Segment Start: Data listing

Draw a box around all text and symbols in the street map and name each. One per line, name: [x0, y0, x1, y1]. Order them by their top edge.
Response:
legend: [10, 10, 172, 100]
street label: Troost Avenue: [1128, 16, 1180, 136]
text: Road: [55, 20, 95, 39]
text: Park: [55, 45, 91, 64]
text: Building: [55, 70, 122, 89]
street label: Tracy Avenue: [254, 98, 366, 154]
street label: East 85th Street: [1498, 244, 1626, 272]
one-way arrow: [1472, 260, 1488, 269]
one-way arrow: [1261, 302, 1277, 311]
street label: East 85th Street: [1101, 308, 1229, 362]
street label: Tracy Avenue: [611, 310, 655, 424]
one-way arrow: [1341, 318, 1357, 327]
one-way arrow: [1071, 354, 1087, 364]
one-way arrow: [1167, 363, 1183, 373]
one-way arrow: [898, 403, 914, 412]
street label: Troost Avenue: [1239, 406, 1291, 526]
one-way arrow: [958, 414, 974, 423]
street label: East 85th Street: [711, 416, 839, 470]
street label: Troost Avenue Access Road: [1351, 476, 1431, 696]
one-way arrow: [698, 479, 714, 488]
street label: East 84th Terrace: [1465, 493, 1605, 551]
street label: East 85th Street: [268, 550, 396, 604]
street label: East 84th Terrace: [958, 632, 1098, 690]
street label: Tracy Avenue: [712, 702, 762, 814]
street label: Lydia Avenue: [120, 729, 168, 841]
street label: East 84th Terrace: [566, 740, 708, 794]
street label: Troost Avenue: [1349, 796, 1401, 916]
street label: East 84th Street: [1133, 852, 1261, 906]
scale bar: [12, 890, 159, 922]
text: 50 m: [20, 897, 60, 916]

Segment End: Data listing

Copy out every line of the entries where the string "Road" shows up.

Result below =
text: Road: [55, 20, 95, 39]
street label: Troost Avenue Access Road: [1351, 476, 1431, 696]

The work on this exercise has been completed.